JENNIFER GARNER: Oh, absolutely, yeah. A huge part of why I wanted to do the movie is that I knew that Ben would take care of me. I had a peripheral role in Pearl Harbor, and it kind of gave me the gift of observation. And I could watch how he treated everyone around him. And I thought that he's the guy to do your first big movie with. It also seems like a rite of passage, to be Ben Affleck's girlfriend in something.

He was so kind to me and really kind of mentored me through my first big experience like this.

And on top of that, we had all this rehearsing and all this physical stuff and all this fighting, so we were comrades. We were partners.

On Alias, I fight different people all the time, every week. They return, and I'm glad to see them, and then they go away and come back later. But it was great to have a partner all summer, a partner in crime who I would look around, and nobody was as tired as me and Ben. I would know that nobody here gets how much I'm hurting right now, except for that guy.

And I know that he felt the same about me. There's a partnership in that.

QUESTION: You look amazing in the film.

JENNIFER GARNER: My wardrobe in the film, I really think they kind of had it started.

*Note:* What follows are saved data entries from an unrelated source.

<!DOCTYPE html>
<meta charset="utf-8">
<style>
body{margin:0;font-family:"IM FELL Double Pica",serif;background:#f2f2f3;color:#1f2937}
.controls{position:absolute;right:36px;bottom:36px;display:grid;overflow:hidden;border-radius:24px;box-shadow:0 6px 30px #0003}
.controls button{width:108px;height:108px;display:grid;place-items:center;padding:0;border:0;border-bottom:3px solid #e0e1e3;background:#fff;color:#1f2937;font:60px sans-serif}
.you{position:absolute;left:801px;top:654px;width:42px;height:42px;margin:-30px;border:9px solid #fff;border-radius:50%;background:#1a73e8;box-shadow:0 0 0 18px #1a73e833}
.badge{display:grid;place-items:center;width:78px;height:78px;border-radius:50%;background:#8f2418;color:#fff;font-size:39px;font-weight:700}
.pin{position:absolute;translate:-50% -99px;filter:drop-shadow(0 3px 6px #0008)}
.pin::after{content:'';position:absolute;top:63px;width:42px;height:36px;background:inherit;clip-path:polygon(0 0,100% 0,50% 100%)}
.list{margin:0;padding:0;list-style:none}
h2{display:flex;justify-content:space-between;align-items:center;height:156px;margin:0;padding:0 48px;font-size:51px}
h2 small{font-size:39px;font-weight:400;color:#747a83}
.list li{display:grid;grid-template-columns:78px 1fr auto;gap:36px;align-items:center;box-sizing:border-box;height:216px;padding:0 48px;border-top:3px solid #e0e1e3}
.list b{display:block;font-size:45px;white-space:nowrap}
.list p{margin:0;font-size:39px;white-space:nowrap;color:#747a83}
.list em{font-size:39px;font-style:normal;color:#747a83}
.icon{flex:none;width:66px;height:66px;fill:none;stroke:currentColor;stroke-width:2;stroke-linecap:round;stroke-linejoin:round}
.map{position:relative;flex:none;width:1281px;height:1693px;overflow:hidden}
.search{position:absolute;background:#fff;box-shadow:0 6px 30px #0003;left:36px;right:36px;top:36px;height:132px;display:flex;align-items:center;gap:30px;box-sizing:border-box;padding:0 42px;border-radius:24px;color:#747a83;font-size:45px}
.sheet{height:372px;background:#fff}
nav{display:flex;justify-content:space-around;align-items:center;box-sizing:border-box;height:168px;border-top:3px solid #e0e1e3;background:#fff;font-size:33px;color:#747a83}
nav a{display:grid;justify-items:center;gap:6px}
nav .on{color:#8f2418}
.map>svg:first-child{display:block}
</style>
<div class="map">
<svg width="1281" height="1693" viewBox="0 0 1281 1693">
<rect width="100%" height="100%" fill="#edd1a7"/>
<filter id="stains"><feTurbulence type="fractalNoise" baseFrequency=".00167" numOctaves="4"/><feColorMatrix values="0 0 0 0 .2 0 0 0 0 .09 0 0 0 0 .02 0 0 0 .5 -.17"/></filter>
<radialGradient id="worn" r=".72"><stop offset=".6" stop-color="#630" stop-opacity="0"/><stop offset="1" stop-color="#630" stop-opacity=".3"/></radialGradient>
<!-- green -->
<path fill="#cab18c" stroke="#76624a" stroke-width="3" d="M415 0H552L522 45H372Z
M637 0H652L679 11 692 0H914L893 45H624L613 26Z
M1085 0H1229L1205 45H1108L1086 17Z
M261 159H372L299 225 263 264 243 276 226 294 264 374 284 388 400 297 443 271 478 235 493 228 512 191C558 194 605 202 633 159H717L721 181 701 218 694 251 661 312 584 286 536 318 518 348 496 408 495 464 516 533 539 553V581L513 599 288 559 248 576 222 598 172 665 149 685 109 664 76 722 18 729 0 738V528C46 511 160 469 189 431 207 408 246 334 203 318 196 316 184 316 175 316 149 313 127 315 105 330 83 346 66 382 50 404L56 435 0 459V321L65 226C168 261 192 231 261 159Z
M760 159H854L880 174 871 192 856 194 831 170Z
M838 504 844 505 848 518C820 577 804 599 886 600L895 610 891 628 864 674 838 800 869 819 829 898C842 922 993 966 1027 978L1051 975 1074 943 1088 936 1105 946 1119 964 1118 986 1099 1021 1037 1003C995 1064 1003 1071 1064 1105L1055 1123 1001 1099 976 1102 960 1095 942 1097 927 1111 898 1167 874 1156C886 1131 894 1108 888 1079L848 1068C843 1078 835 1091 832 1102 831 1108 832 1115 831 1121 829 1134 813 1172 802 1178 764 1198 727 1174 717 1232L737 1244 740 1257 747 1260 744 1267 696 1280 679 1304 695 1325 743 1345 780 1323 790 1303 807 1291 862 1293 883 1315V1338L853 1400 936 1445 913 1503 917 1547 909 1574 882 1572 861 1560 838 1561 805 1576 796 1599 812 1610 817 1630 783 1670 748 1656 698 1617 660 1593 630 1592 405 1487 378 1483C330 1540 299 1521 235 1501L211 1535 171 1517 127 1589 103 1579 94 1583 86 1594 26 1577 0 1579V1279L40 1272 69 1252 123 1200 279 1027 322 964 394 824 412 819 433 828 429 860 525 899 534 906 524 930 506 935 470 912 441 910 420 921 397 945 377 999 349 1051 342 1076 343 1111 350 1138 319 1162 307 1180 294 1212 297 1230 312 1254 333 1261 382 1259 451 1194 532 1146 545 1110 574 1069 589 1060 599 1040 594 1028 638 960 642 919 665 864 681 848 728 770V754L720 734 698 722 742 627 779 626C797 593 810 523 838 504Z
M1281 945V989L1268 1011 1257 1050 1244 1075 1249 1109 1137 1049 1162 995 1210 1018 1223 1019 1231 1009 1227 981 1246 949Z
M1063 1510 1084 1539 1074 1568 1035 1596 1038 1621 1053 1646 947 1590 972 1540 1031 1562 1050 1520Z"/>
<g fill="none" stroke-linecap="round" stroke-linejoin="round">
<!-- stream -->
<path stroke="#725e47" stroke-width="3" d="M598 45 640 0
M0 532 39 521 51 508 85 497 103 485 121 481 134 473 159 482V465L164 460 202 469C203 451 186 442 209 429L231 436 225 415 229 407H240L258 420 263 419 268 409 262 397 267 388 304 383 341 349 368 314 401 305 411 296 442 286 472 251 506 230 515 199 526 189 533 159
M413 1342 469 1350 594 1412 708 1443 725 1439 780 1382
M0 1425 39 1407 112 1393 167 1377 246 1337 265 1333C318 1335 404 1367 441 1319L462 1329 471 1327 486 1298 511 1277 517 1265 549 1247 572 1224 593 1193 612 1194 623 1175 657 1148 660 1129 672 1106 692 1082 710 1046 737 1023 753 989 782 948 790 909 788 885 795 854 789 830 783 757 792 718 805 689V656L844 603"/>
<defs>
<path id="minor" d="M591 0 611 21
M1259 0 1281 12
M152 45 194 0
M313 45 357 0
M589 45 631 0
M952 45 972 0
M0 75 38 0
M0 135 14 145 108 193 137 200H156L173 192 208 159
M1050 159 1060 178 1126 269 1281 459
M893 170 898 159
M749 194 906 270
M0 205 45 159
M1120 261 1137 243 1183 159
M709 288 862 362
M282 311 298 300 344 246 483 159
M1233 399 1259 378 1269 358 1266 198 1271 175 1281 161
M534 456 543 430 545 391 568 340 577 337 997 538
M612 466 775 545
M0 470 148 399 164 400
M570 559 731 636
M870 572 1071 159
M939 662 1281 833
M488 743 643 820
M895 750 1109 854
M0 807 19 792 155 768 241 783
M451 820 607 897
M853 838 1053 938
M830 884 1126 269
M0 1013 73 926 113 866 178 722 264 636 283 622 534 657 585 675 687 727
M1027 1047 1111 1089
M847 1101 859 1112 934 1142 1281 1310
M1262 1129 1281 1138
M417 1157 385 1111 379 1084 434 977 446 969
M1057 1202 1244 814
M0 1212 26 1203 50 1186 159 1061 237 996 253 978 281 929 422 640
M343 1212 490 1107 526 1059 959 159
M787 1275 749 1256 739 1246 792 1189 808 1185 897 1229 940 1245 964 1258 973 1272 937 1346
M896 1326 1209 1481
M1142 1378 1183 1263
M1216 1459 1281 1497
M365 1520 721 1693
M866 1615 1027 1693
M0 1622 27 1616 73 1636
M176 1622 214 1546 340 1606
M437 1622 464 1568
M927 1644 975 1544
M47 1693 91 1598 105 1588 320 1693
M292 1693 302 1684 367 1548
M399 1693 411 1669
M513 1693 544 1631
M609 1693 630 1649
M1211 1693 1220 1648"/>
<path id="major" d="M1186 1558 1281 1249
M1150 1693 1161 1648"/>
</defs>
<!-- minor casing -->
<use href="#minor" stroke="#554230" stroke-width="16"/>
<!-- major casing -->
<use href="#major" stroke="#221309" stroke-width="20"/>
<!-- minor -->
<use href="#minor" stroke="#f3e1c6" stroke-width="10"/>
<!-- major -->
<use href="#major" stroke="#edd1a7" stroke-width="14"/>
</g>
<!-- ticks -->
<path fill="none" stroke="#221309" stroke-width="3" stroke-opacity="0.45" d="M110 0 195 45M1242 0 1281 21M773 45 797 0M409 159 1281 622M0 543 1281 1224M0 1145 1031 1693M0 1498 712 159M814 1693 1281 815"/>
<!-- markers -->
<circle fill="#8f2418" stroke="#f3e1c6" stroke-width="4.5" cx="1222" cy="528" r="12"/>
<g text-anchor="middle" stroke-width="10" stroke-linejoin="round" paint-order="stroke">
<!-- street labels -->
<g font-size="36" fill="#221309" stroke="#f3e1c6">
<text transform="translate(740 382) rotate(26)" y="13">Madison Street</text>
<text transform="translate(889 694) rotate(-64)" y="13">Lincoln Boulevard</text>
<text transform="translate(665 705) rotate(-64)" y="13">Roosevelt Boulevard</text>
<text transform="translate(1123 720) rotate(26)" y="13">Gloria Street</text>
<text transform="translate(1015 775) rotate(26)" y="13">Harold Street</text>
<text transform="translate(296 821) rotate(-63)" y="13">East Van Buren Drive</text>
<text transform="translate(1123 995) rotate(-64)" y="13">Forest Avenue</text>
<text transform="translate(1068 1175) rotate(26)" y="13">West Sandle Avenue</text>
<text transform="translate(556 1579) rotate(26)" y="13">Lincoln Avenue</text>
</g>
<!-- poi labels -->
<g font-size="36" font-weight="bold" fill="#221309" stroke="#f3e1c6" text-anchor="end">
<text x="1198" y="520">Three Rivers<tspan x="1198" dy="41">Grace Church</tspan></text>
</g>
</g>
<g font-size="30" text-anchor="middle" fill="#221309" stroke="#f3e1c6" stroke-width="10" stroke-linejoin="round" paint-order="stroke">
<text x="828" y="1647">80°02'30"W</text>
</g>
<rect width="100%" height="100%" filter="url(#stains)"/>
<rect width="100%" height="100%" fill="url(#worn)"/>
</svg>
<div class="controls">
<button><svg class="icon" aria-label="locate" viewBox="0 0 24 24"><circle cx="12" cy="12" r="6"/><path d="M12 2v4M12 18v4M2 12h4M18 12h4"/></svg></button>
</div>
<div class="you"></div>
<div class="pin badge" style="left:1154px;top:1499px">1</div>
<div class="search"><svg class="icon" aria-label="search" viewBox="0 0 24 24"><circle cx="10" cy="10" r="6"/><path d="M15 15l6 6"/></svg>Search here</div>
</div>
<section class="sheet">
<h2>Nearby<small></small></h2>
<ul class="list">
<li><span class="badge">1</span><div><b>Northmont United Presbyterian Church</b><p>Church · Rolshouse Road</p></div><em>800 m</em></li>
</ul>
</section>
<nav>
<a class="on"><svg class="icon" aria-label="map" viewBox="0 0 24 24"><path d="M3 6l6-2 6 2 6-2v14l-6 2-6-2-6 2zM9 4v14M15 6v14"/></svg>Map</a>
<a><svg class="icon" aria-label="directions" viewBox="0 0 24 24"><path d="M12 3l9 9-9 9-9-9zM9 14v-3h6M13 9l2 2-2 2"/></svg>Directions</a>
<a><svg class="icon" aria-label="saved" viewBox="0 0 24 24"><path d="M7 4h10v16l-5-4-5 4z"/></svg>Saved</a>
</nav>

Jim Acheson knew what he was going to do with it, but I was there every Saturday for fittings for several hours while I was working on Alias to make sure that I could move in it, so that it would be tight enough to be as sexy as you would want it to be, but that I could still bend my legs.

Sometimes he would finish pinning me up and I would say, "This is great, but I can't throw a roundhouse in this. I'd split it all the way up the back." Which did happen over the summer.

So I did have little bits of say here and there. He was very responsive to any notes that I gave him or any idea that I had. But it's really design.

QUESTION: Are you comfortable with your status as a sex symbol? I know Maxim made you their Woman of the Year for 2001.

JENNIFER GARNER: I don't know. I try not to think about it too much. What am I going to do about it? It's really nice. It's really nice that people think of me that way. It's kind of funny.

To me, it's just a crack-up. And I kind of go to work and remind the crew, "Don't forget, I am, you know, Maxim's sexiest woman of the year." And they're all like, "Ha, ha, ha!" So it's fine.